E=1/2・1000・10・10=50000[J]
停止したときは、位置エネルギーも運動エネルギーもゼロです。停車したのはブレーキの仕事によりますから、
W=f・10[J]
よって、 50000=10f より f=5000[N] とでます。
ポイントは、それぞれの位置でのエネルギーの種類を確認しながら方程式をつくっていくことです。
[2]熱量
熱は水から考えていきましょう。
水の比熱は4.2 J/g・Kですから、「1gの水の温度を1K上げるのに4.2Jの熱量が必要だ」ということです。
では、水がコップの中に100gあったらどうでしょう?
当然100倍になりますから、4.2・100=4200[J/K]となります。
これが100gの水の熱容量です。
熱量をQ、比熱をc、質量をm、熱容量をC、温度変化をΔTとすれば、
Q=mcΔT=CΔT
です。水以外は当然「比熱」が違いますが、考え方は同じです。
温度の違う2つの物体を混ぜたとき、平衡温度をtとして、ΔTを表した方程式をつくりましょう。
[3]波動
v=fλの公式を使えるようにしましょう。
振幅、波長、振動数、周期などの用語と単位を覚えないと話になりませんね。
縦波の横波表示はちょっと難しいです。時計向きに90°ずらすことを確認してください。
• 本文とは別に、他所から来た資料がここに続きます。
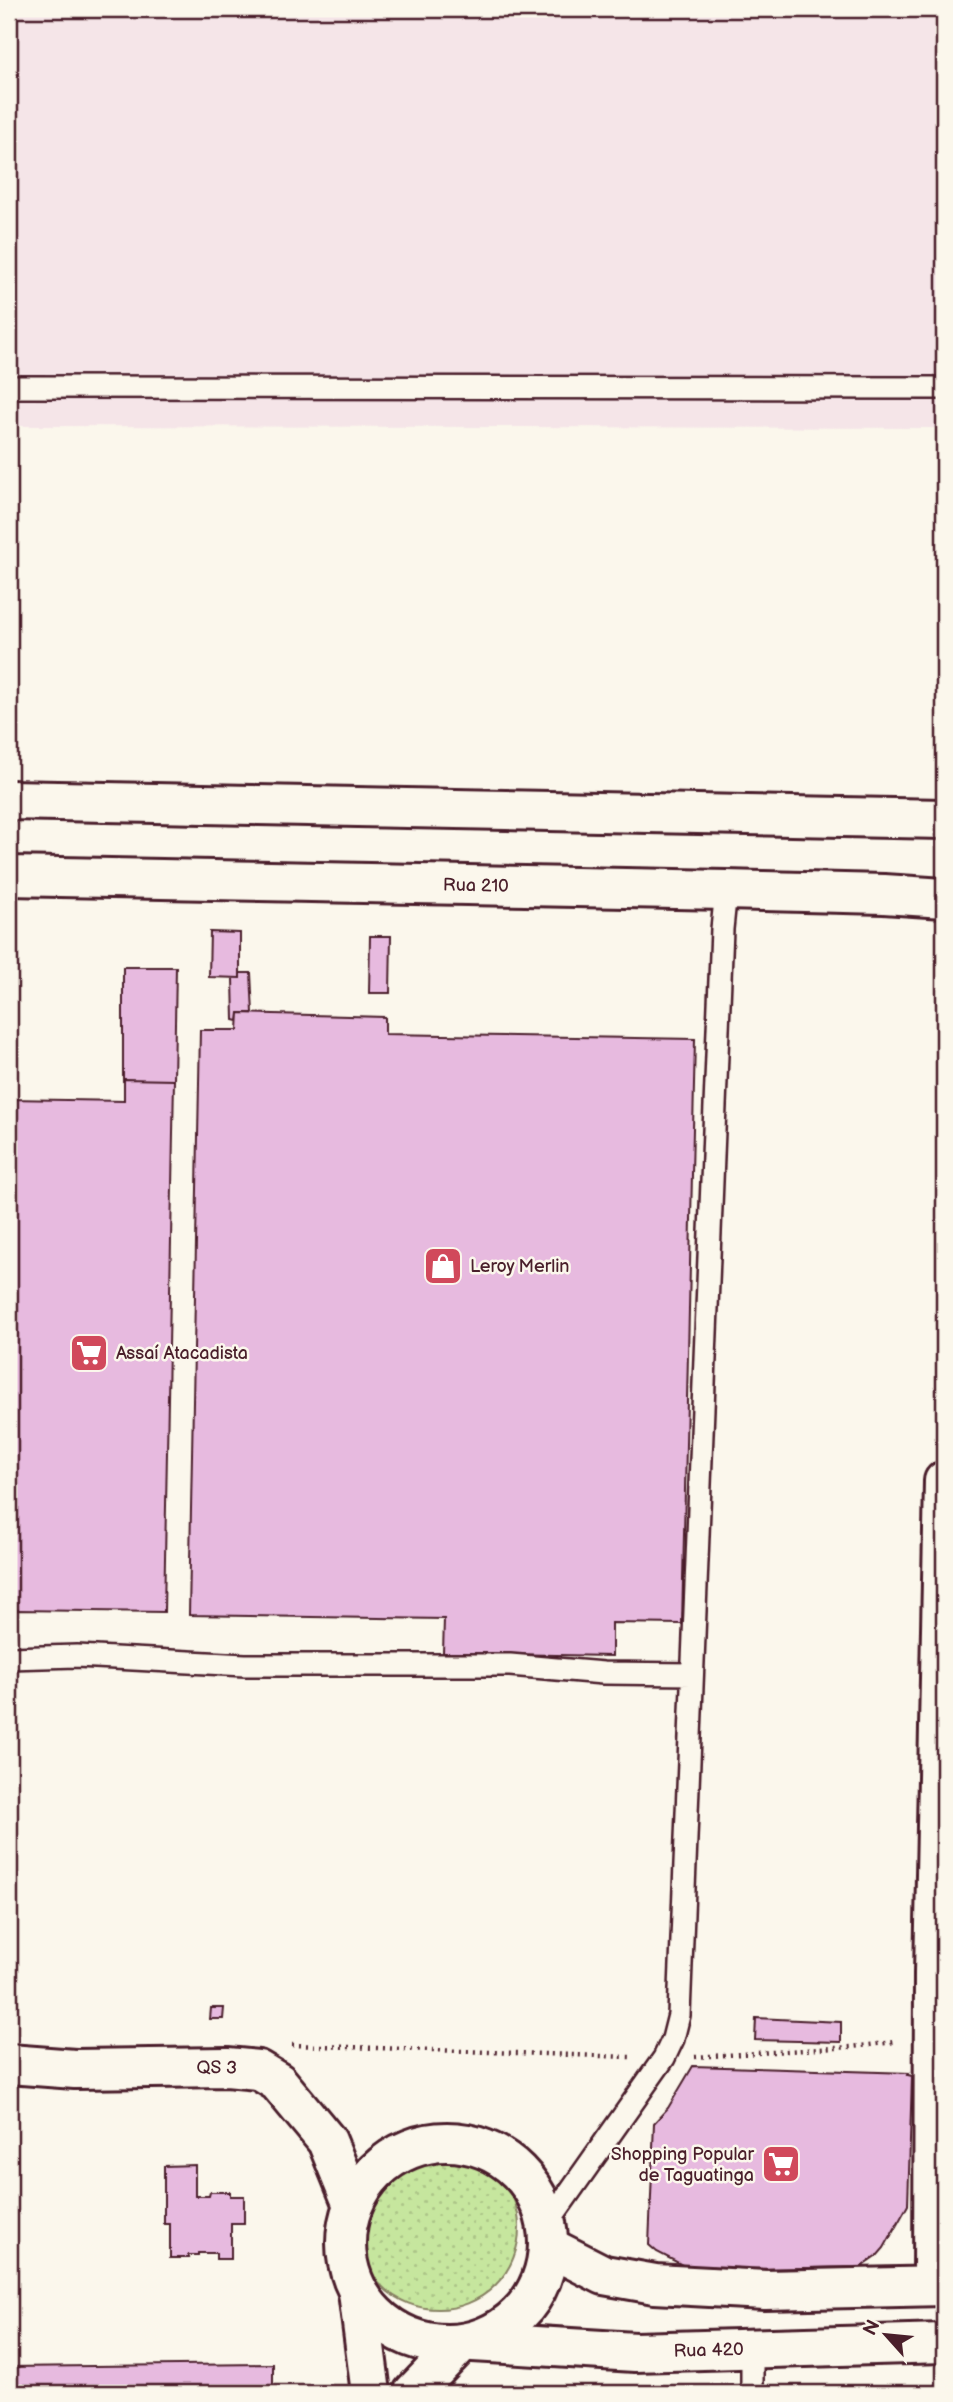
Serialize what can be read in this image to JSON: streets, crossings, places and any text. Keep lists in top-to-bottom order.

固定端反射では、①波を延長する、②x軸について折り返す、③y軸について折り返す、という順序で反射波を書いて合成しましょう。
ドップラー効果では、発音体における波の数fotoと、受け取る人の波の数f1t1が等しくなっているのがポイントです。
*「公式の丸暗記」でもダメですが、「ひたすら問題練習」だけでもダメです。物理的な考え方、意味を身につけることが大切ですね。